- _How to complete this task_
Each line below with the string "screenshot" should be copied.

(Available data)

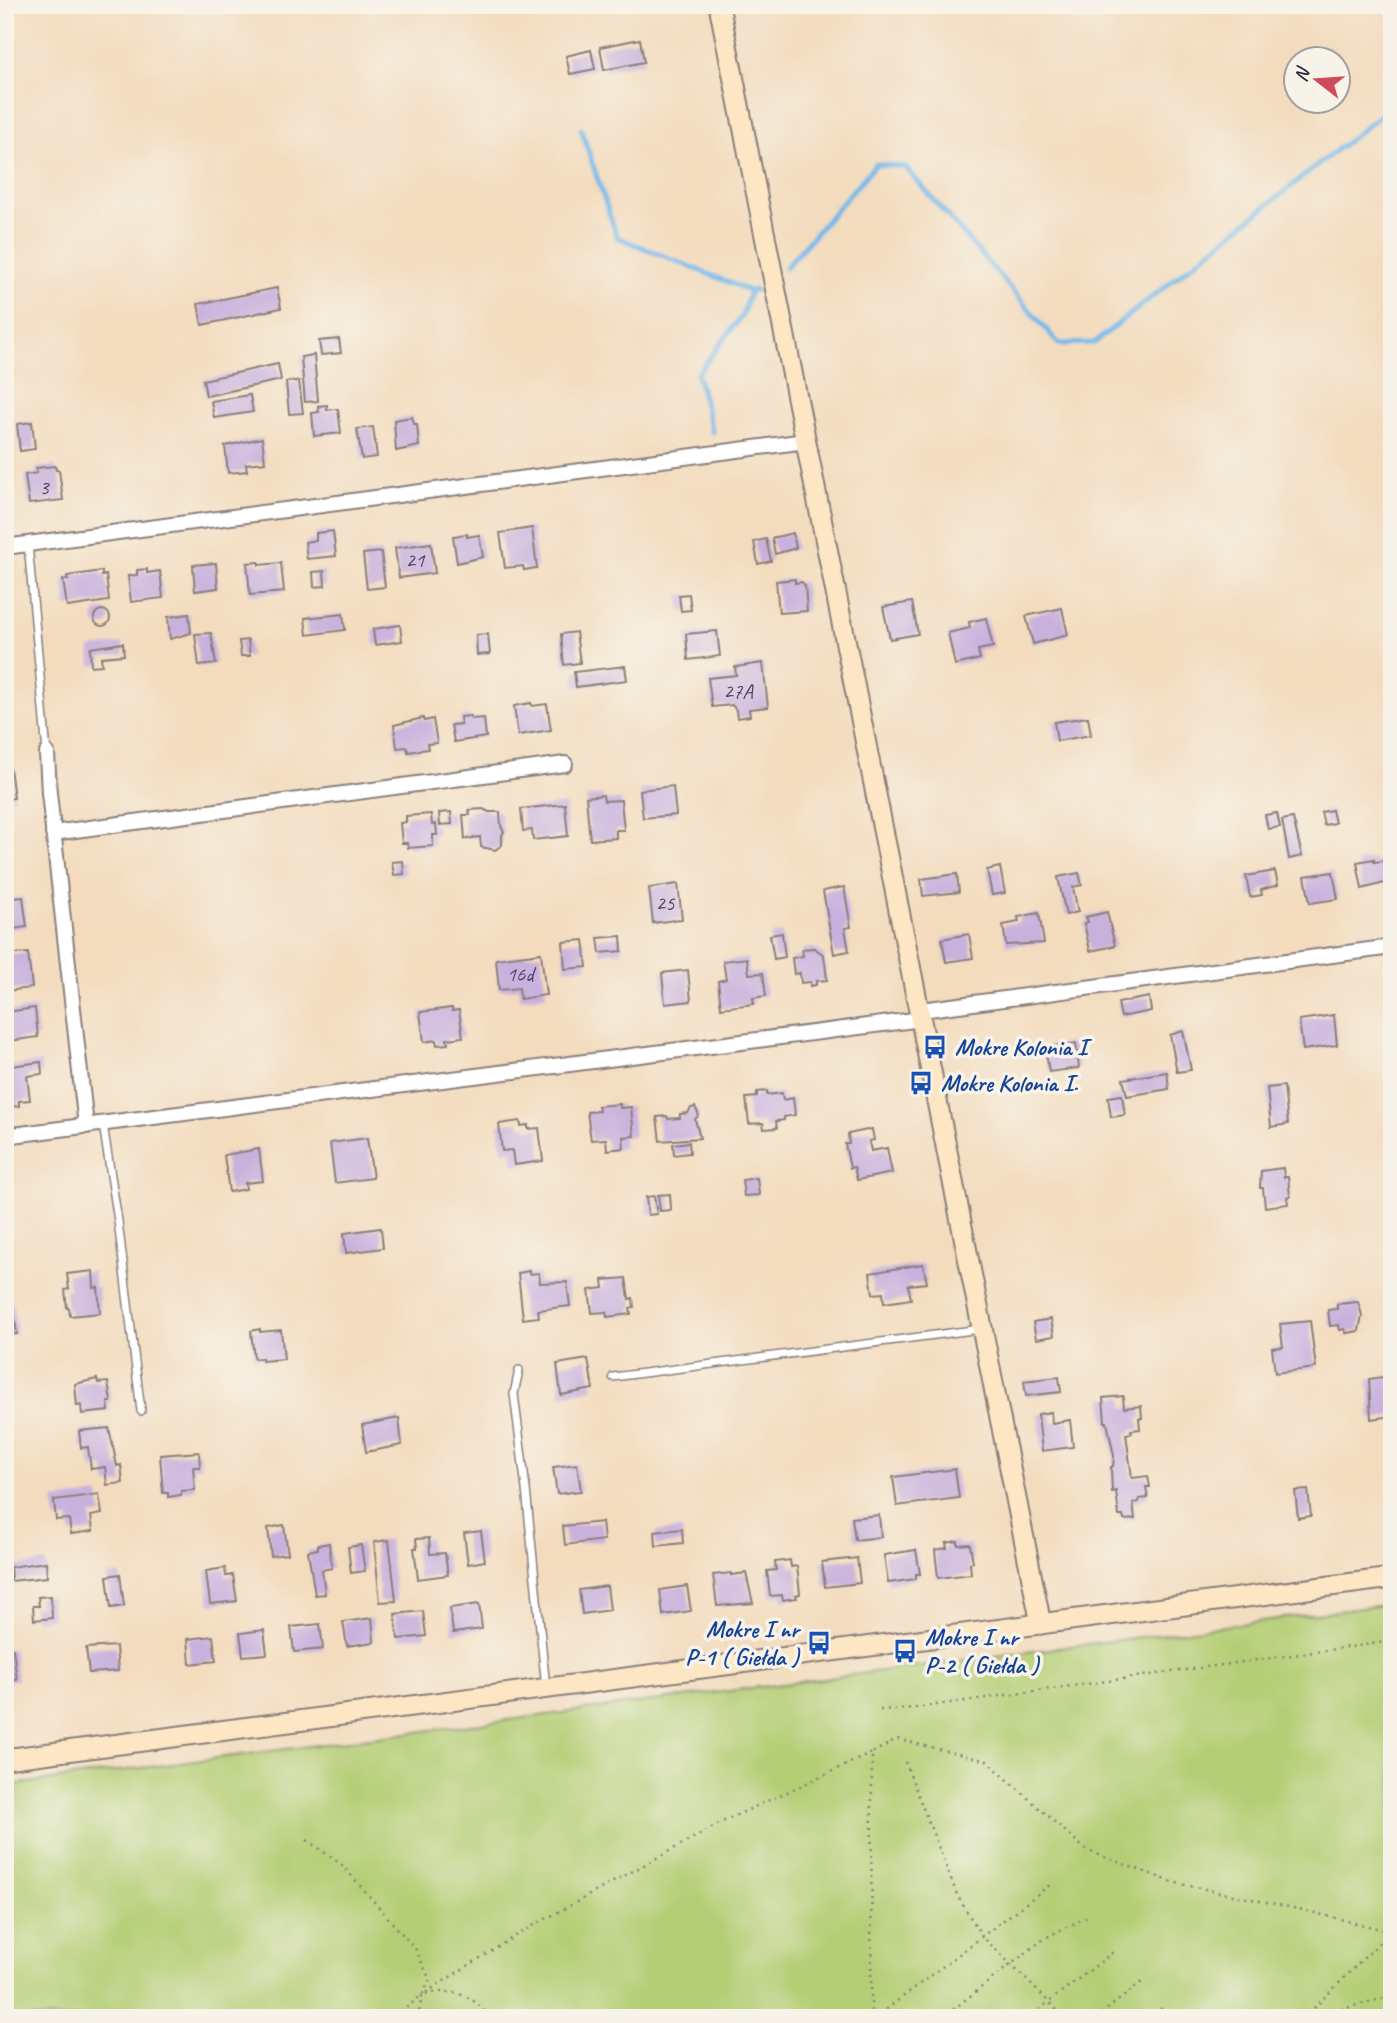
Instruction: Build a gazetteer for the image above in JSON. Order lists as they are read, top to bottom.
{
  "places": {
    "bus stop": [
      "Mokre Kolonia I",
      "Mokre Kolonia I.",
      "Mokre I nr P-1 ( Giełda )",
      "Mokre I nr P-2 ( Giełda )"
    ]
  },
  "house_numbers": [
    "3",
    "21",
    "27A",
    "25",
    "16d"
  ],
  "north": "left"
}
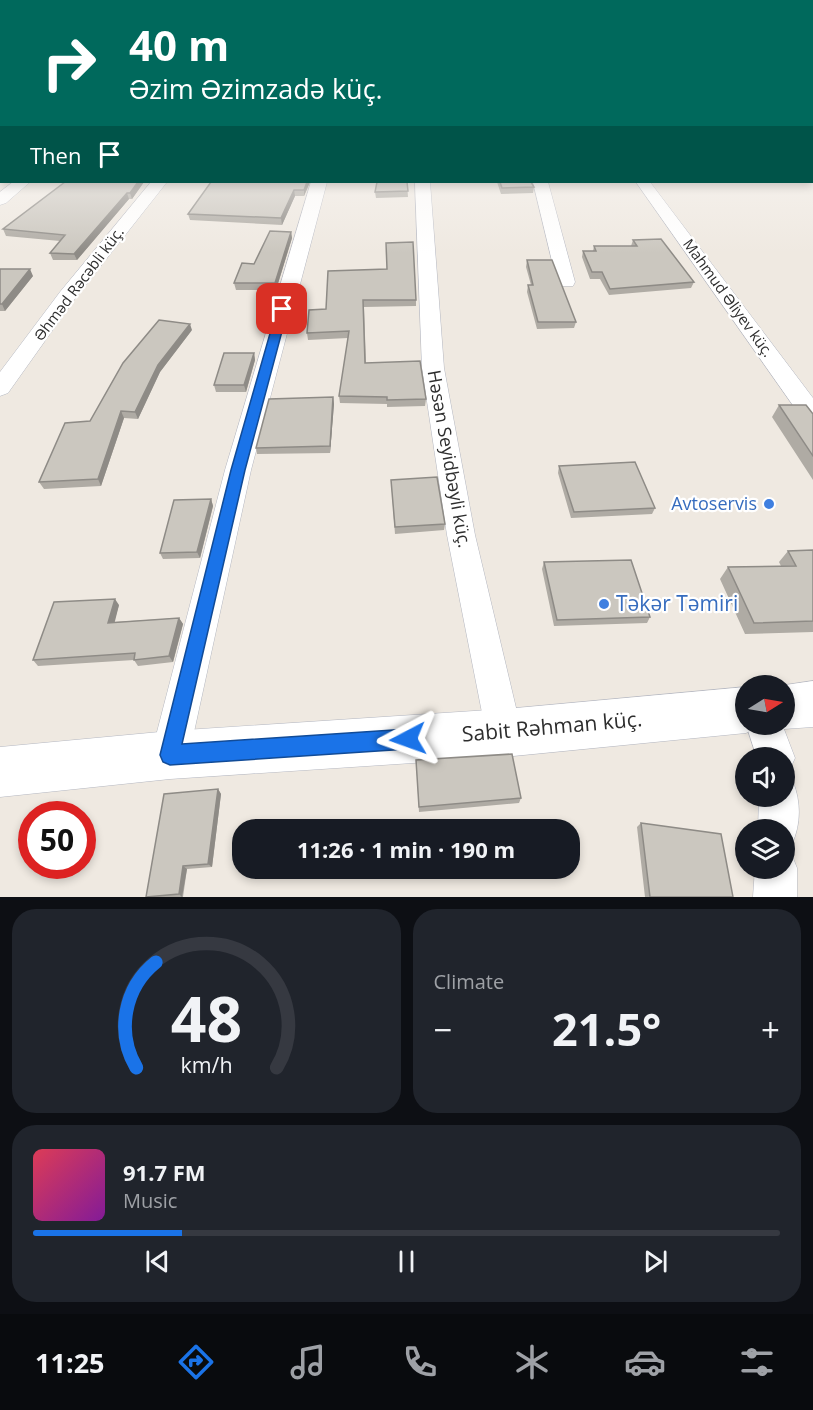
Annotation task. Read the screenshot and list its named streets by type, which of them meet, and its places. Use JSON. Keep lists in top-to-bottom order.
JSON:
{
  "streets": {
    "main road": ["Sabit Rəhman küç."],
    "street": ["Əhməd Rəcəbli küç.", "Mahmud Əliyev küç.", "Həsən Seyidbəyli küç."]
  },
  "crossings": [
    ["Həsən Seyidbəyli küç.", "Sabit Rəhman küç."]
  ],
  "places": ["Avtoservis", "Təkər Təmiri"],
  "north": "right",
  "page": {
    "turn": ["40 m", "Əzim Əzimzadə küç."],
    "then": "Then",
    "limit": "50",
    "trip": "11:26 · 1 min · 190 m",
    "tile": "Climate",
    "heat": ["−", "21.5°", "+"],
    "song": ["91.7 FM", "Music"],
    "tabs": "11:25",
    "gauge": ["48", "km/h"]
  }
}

(End Available data)
(Available data)

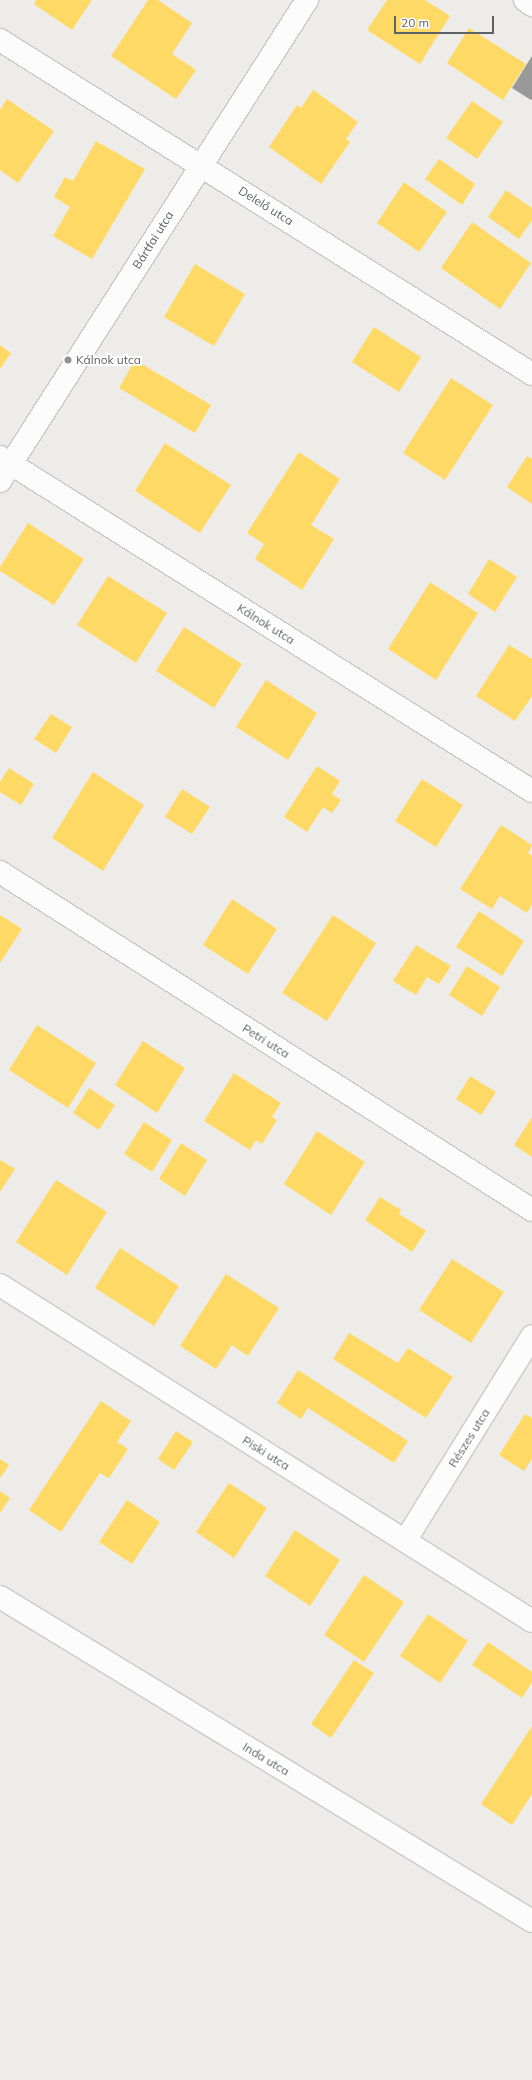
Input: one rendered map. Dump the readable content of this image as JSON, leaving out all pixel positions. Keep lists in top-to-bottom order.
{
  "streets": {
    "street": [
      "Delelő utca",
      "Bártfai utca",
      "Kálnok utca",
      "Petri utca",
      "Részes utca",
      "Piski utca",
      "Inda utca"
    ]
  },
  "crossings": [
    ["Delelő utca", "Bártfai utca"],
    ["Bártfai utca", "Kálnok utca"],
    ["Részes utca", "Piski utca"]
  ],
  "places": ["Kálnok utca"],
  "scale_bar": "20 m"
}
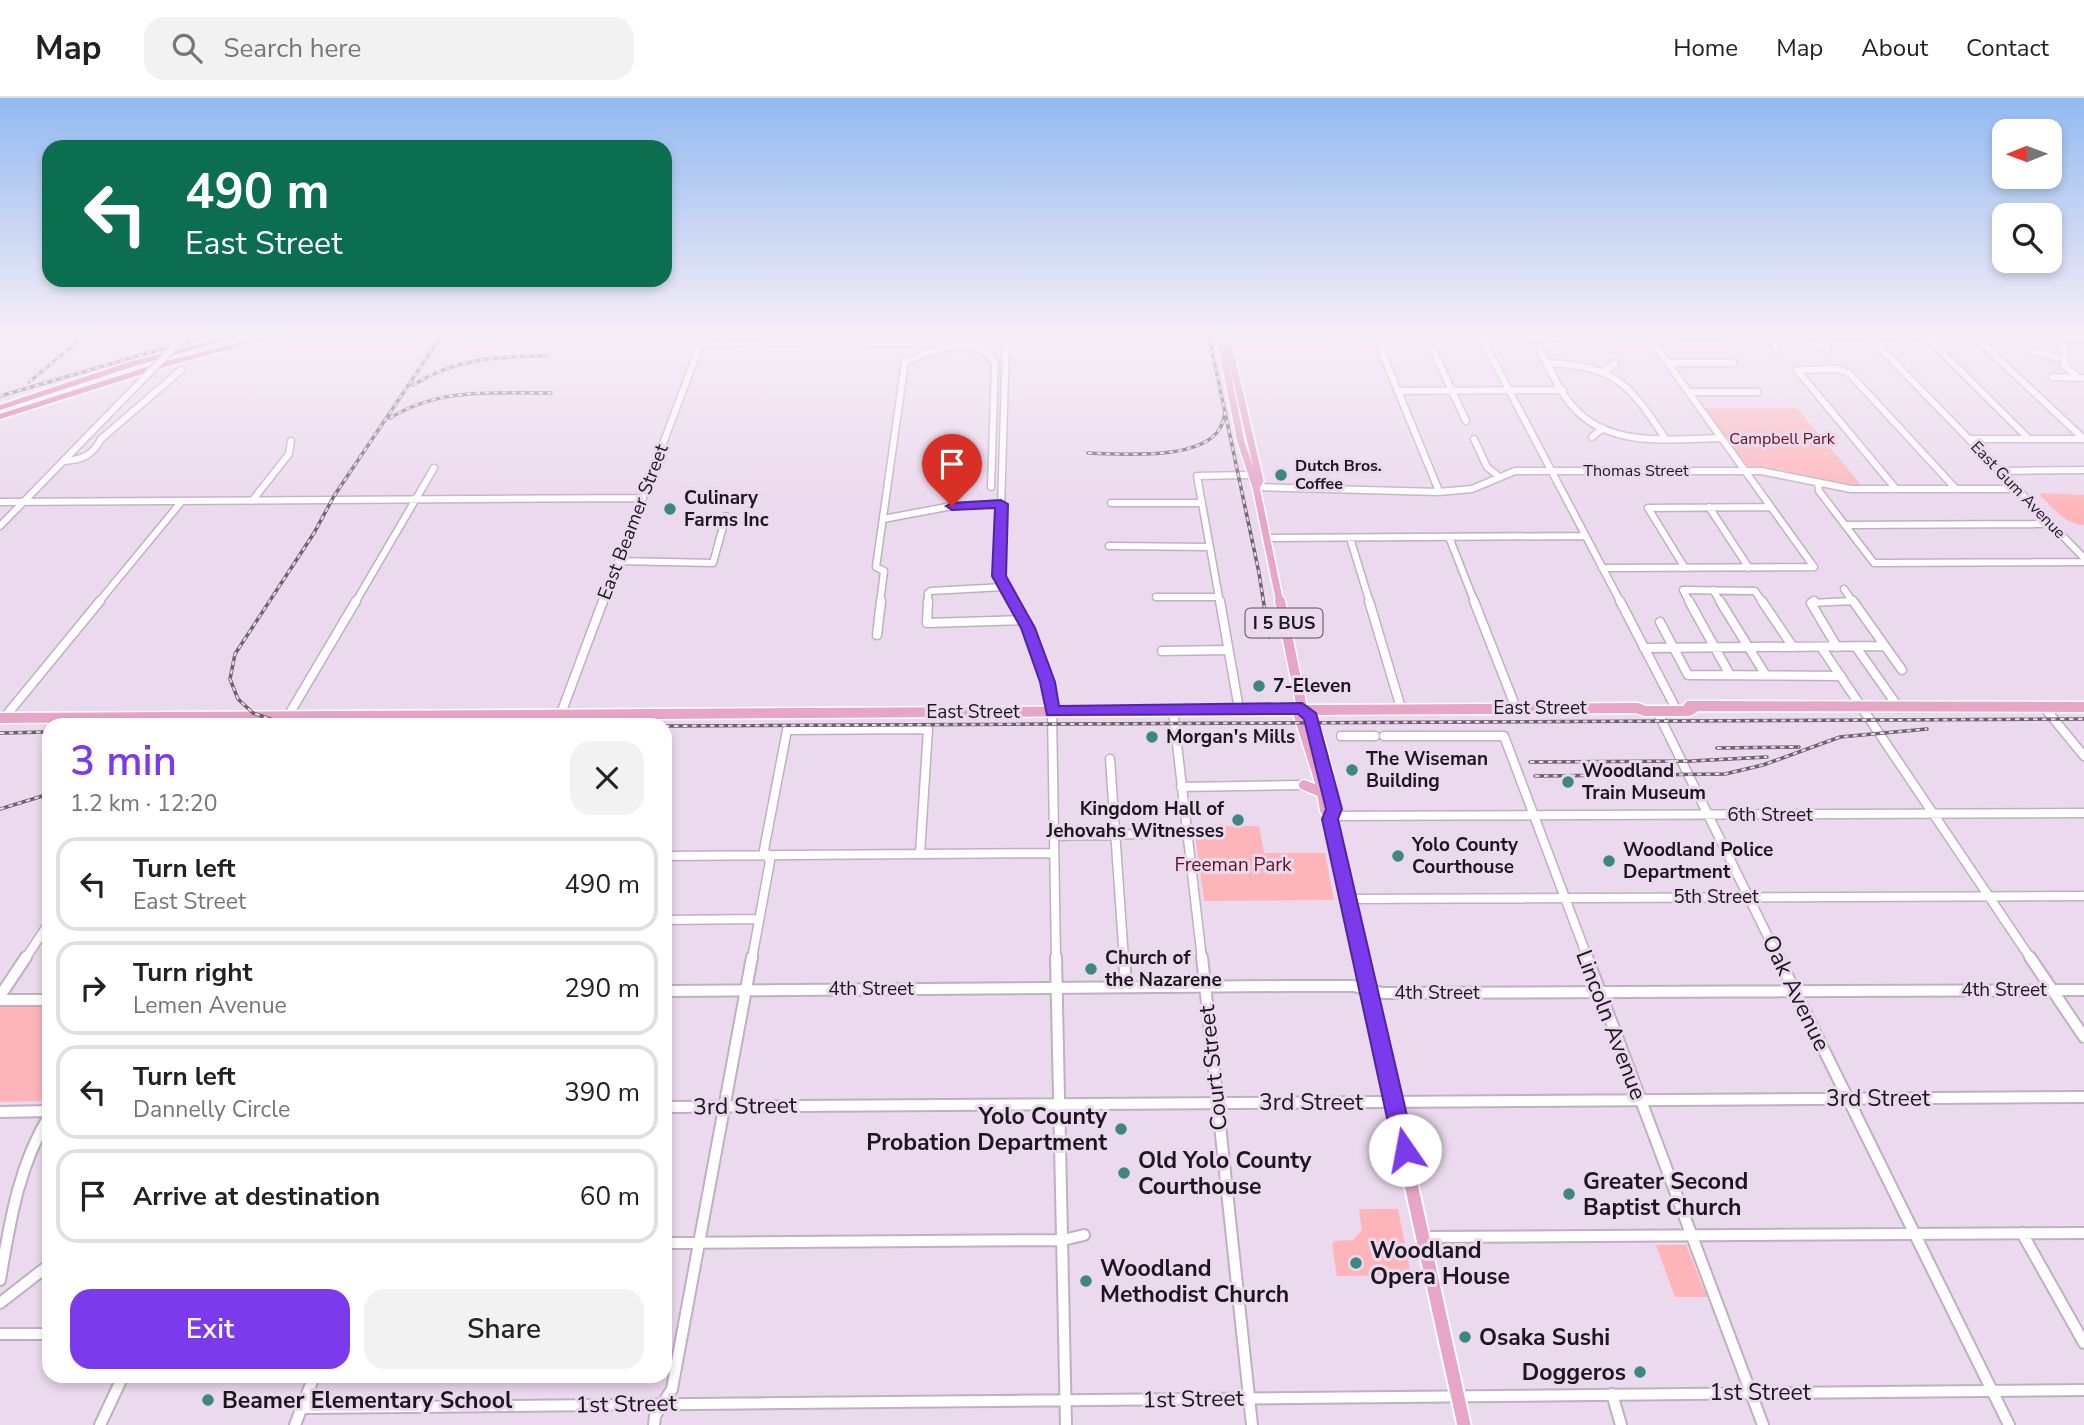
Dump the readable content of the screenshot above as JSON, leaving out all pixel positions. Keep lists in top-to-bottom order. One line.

(End Available data)

- _Response_
Annotation task. Read the screenshot and list its named streets by type, which of them meet, and its places. Use JSON. Keep lists in top-to-bottom order.
Dump the readable content of the screenshot above as JSON, leaving out all pixel positions. Keep lists in top-to-bottom order. One line.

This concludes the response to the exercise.